---- Provided data

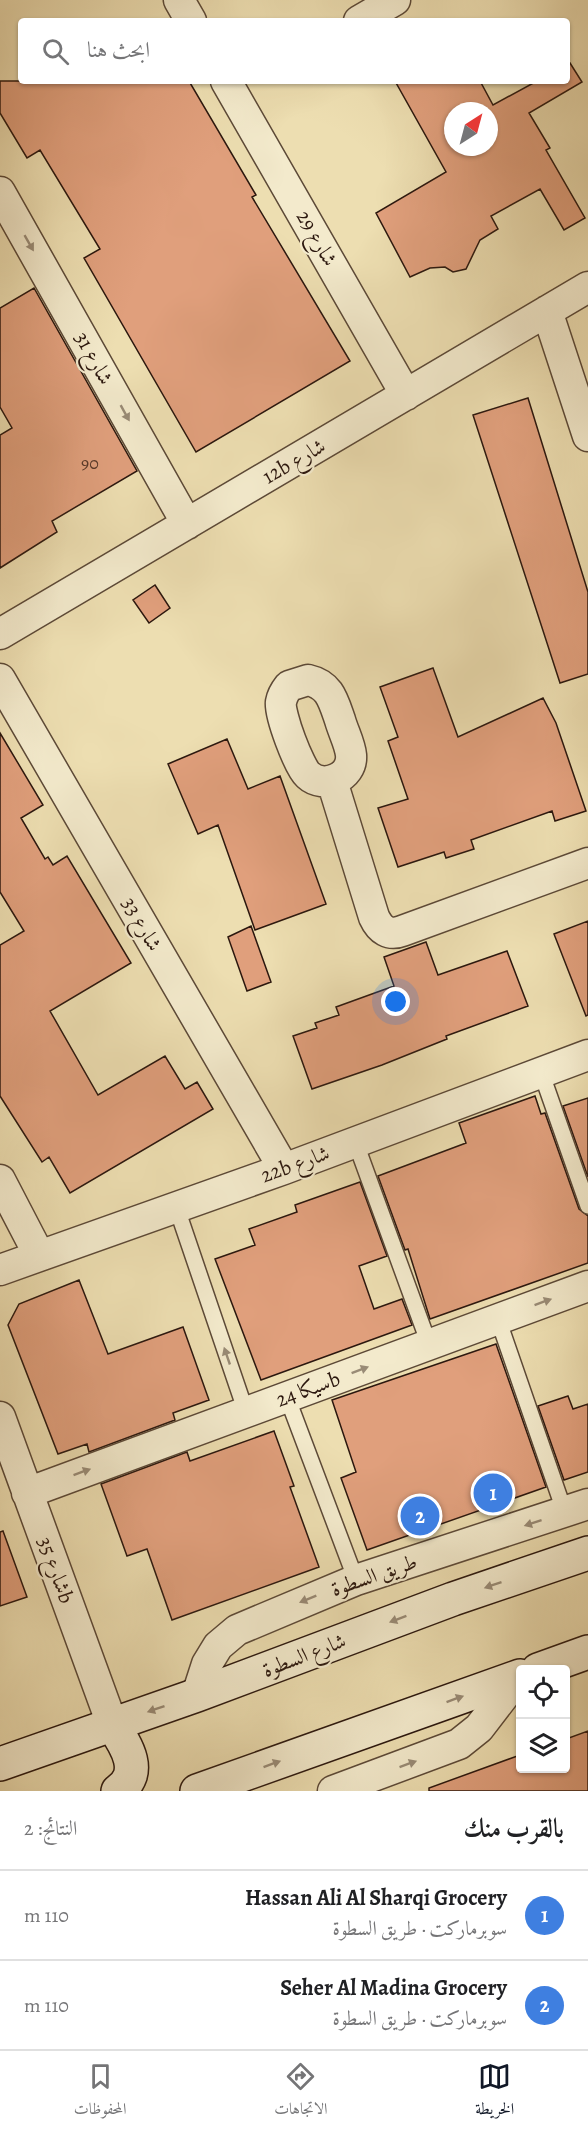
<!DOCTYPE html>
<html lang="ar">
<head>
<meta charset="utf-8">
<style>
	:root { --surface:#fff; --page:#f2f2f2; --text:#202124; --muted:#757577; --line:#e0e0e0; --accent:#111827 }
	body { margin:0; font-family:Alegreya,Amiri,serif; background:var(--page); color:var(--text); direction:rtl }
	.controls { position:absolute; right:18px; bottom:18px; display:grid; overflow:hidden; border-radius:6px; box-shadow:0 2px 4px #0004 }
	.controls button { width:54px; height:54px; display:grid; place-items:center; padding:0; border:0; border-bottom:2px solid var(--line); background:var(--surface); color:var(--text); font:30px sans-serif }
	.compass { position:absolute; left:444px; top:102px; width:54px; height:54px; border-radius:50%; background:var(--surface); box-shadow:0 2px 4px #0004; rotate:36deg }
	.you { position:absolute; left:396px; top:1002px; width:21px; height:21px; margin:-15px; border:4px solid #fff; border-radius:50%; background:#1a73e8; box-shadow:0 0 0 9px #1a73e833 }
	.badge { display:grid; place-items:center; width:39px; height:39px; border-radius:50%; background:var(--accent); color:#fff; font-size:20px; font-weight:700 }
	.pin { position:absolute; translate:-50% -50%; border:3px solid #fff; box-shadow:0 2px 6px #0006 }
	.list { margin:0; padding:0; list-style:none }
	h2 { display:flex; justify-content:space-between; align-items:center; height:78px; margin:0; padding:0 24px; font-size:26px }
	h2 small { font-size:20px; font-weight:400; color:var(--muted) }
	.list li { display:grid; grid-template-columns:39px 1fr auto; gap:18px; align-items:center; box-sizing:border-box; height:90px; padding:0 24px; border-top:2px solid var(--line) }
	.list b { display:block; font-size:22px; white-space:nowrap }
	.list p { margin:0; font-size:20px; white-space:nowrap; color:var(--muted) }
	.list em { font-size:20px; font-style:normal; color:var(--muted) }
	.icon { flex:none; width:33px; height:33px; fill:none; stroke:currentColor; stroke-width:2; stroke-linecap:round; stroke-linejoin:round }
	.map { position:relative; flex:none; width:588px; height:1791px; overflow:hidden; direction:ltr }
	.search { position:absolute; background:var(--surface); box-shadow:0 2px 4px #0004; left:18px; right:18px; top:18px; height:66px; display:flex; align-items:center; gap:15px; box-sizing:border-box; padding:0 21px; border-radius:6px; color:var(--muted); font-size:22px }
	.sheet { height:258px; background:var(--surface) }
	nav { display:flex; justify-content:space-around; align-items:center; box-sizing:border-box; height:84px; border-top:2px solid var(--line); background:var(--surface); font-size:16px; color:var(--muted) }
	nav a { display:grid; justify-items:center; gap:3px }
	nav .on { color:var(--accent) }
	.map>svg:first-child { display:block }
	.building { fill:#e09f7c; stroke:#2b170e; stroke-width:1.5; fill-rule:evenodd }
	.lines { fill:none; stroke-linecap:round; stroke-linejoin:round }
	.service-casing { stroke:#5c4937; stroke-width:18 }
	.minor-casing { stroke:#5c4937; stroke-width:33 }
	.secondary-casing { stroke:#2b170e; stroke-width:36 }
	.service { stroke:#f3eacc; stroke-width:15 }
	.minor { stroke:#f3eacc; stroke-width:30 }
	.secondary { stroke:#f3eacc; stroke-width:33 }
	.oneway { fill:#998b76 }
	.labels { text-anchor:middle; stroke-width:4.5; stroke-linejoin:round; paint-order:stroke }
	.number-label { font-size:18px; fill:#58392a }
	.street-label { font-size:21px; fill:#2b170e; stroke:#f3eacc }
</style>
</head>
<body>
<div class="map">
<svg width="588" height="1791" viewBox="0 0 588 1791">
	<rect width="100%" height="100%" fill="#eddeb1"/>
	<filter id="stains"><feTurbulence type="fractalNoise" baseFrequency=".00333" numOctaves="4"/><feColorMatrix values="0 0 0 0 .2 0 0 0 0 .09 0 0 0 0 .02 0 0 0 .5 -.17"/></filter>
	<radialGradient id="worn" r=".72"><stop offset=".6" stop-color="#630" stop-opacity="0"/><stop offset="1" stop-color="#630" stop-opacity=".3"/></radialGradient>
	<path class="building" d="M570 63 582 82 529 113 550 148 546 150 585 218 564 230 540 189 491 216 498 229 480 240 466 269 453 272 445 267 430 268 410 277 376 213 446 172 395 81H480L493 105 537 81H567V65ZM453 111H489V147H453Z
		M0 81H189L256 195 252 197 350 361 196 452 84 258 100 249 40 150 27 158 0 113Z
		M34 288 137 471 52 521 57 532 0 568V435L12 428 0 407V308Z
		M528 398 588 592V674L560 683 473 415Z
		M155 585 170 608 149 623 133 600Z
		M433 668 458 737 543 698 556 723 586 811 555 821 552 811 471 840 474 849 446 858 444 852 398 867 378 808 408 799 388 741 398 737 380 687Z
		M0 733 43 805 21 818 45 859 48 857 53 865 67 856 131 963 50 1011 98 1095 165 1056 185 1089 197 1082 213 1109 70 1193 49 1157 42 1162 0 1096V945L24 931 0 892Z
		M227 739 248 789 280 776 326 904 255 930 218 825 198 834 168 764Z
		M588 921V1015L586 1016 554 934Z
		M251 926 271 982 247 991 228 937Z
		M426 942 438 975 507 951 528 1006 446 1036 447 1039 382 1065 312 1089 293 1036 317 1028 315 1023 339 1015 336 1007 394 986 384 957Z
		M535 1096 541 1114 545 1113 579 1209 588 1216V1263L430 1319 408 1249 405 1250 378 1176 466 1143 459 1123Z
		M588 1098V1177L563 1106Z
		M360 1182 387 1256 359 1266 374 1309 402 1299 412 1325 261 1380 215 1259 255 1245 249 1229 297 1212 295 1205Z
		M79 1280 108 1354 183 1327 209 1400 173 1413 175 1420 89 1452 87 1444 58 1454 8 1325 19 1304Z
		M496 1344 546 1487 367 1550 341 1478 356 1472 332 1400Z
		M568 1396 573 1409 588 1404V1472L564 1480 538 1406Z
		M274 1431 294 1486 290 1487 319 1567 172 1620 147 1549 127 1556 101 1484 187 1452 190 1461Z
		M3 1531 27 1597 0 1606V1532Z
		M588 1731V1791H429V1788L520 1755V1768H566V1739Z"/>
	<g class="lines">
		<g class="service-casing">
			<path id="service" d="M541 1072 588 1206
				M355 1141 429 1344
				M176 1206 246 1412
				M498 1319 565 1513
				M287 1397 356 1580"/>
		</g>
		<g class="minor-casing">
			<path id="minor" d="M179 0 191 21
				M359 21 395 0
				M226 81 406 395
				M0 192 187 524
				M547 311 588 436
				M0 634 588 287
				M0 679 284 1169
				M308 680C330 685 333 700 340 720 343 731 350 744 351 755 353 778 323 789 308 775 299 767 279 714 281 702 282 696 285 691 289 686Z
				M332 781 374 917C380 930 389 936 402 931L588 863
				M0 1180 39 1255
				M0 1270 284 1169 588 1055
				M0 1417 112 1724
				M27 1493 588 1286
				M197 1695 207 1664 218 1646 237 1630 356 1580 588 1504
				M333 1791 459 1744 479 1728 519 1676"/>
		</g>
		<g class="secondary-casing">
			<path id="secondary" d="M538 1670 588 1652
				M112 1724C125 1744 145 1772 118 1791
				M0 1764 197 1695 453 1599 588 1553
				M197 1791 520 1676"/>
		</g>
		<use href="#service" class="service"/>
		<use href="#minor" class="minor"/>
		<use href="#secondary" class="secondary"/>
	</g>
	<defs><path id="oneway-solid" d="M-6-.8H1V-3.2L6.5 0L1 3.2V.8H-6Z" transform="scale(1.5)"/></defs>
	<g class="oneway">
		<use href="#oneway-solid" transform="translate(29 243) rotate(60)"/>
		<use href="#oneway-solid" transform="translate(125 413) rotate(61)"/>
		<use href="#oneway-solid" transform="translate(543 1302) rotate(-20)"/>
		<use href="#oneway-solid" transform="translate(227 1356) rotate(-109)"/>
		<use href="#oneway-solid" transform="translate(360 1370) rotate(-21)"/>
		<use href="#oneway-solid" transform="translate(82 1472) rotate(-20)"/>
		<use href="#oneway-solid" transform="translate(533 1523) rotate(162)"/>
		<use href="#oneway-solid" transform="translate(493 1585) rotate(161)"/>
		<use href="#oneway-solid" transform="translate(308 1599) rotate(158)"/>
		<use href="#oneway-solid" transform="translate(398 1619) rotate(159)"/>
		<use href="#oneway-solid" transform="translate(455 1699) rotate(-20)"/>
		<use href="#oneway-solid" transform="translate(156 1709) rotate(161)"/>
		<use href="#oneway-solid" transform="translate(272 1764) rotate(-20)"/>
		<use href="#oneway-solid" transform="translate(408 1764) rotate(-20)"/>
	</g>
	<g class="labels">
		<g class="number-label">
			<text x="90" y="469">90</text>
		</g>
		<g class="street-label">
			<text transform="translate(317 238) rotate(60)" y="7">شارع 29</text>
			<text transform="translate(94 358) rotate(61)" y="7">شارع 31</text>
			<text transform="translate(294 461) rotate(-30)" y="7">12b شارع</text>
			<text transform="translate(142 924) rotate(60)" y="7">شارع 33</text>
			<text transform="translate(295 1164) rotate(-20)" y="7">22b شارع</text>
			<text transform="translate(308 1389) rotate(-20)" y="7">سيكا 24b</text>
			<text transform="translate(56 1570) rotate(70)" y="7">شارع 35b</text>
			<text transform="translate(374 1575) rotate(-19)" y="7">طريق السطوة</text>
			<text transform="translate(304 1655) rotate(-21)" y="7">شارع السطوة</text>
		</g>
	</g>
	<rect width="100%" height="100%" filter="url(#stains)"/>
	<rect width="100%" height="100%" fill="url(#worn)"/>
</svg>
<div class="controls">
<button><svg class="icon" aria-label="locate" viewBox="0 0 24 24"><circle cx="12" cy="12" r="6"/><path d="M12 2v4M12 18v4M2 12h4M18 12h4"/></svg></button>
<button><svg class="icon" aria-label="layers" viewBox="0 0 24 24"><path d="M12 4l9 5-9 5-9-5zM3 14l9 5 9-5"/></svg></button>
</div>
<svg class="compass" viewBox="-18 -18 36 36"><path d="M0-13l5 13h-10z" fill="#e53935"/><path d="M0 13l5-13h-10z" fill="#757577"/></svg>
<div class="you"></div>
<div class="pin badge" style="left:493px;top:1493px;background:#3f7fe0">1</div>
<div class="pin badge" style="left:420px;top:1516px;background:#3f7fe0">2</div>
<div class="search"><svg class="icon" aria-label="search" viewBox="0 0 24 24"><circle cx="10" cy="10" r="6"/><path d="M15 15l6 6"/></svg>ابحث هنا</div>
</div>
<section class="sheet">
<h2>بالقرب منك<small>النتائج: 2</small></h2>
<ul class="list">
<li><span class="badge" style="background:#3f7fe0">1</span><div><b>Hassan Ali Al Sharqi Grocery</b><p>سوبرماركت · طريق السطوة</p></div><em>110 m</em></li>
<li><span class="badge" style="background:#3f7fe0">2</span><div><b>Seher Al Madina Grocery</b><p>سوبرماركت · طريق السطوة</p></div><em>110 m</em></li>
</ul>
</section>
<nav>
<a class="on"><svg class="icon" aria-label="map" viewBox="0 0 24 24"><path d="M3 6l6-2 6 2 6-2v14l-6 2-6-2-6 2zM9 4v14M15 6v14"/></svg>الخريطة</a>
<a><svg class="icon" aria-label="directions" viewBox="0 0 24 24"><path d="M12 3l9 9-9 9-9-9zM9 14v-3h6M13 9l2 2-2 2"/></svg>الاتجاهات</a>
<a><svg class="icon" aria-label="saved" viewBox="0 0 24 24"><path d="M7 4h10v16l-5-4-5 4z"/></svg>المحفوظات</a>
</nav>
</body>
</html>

--------

* Task statement
The required output is every line from the beginning of the material above through the line with "position:absolute; right:18px; bottom:18px;", exact and without pictures.

* Solution to this exercise
<!DOCTYPE html>
<html lang="ar">
<head>
<meta charset="utf-8">
<style>
	:root { --surface:#fff; --page:#f2f2f2; --text:#202124; --muted:#757577; --line:#e0e0e0; --accent:#111827 }
	body { margin:0; font-family:Alegreya,Amiri,serif; background:var(--page); color:var(--text); direction:rtl }
	.controls { position:absolute; right:18px; bottom:18px; display:grid; overflow:hidden; border-radius:6px; box-shadow:0 2px 4px #0004 }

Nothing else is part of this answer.